4:50 PM B8-2-11 Dry Machining: Nanostructured Coatings for Automotive, Aerospace and Dies Industries
M. Rostagno (Centro Ricerche FIAT, Italy); S. Veprek (Technical University Munich, Germany); S. Durante (Centro Ricerche FIAT, Italy); D. Franchi (Ferioli & Gianotti div. Genta-Platit, Italy); F. Rabezzana (Metec Technologies, Italy)
In the last decades, research for materials innovation in manufacturing fields pushed towards the development of machining technologies able to sustain continuous challenges. Nanotechnologies will have a key-role in the machining of difficult to cut materials, especially as ultra hard coatings due to their high hardness, toughness and oxidation resistance. This paper gives an overview about applications of hard nanostructured coatings in industrial cutting test. These last ones were carried out in automotive, aerospace and dies machining shops and were focused on three classes of difficult to cut materials: -steels and cast iron (hardened steels, high speed steels, innovative cast iron) -light alloys (aluminum alloys, titanium alloys) -high temperature resistant super-alloys (Inconel 718, Rene 80, IN 100) Different coatings chemical compositions, coating thickness, cutting parameters and lubrication conditions were tested in order to build a know-how of metals machineability with the innovative nanostructured coatings.

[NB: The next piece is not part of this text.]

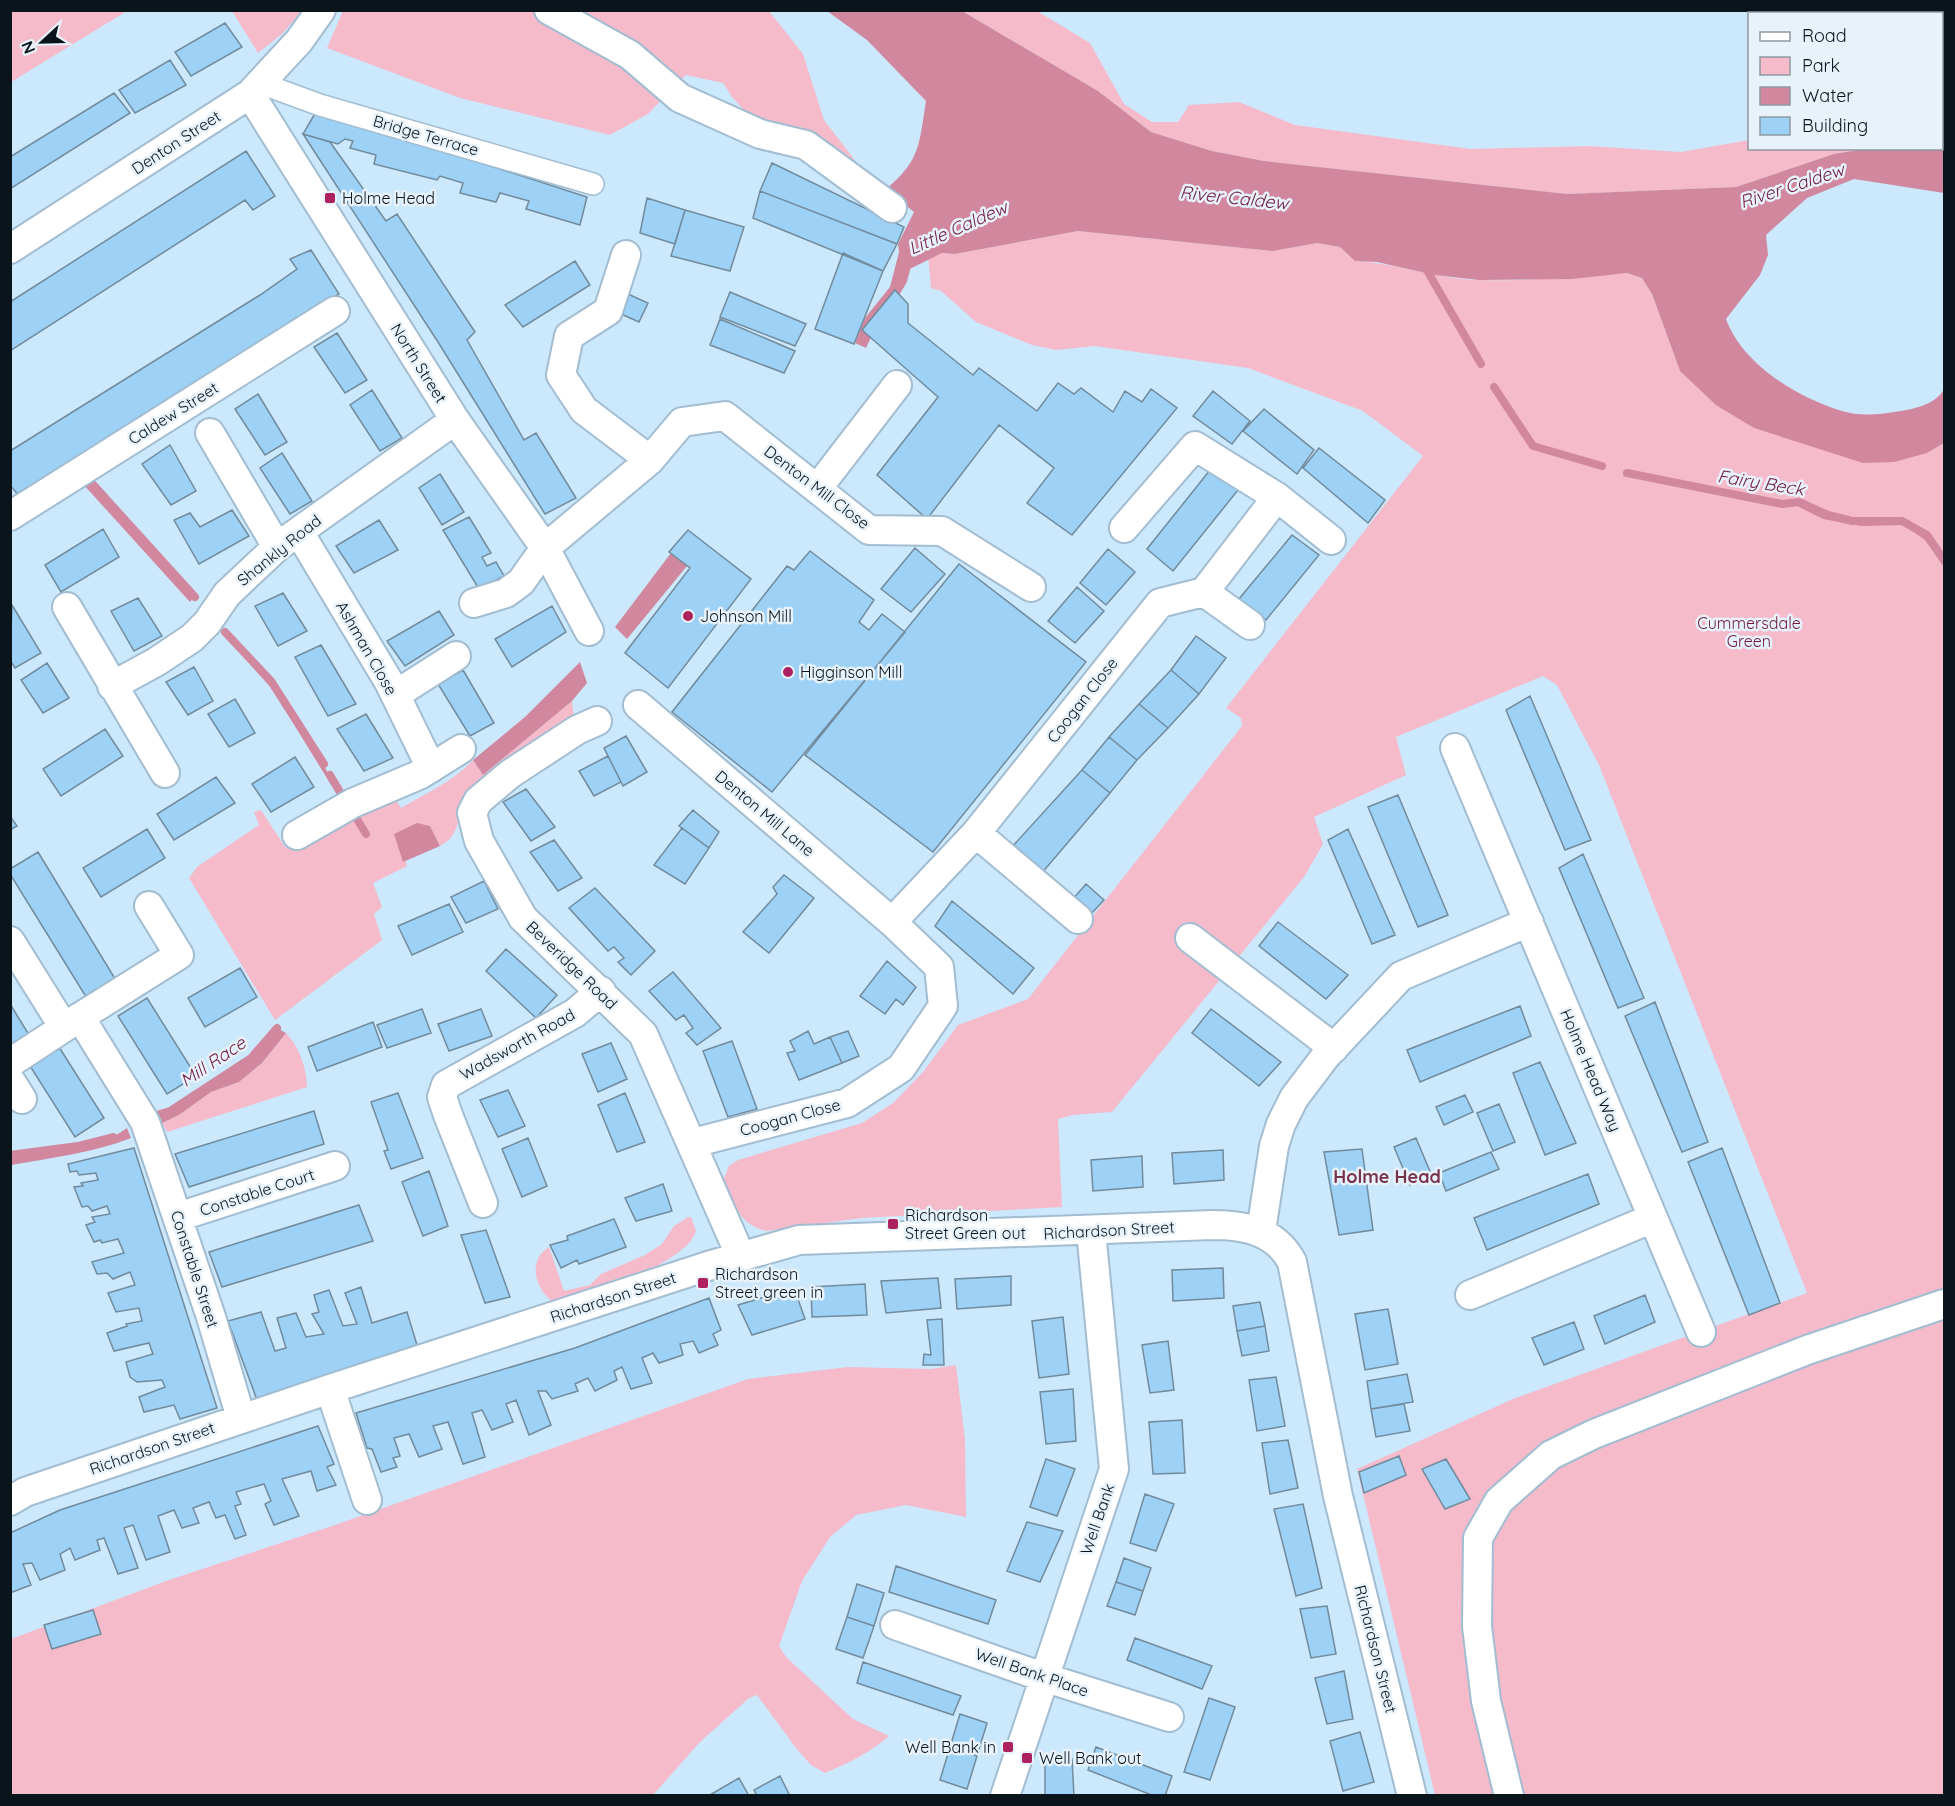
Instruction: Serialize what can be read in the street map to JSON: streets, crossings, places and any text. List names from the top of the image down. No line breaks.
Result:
{"streets":{"street":["Bridge Terrace","Denton Street","North Street","Caldew Street","Denton Mill Close","Shankly Road","Ashman Close","Coogan Close","Denton Mill Lane","Beveridge Road","Wadsworth Road","Holme Head Way","Constable Court","Richardson Street","Constable Street","Well Bank","Well Bank Place"]},"crossings":[["Bridge Terrace","Denton Street"],["Bridge Terrace","North Street"],["Denton Street","North Street"],["North Street","Denton Mill Close"],["North Street","Shankly Road"],["Shankly Road","Ashman Close"],["Coogan Close","Denton Mill Lane"],["Coogan Close","Beveridge Road"],["Beveridge Road","Wadsworth Road"],["Beveridge Road","Richardson Street"],["Constable Court","Constable Street"],["Richardson Street","Constable Street"],["Richardson Street","Well Bank"],["Well Bank","Well Bank Place"]],"districts":["Holme Head"],"water":["River Caldew","Little Caldew","Fairy Beck","Mill Race"],"parks":["Cummersdale Green"],"places":{"transit":["Holme Head","Richardson Street Green out","Richardson Street green in","Well Bank in","Well Bank out"],"other":["Johnson Mill","Higginson Mill"]},"legend":["Road","Park","Water","Building"],"north":"left"}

Cutting tools wear analysis together with coatings characterization provided with data useful to improve further performance in tool life and reliability. The main target has been to extend the dry machining as far as possible. Replacement of coolant with dry machining will bring an improvement of the ecological impact with strong benefits on process efficiency and cost reduction.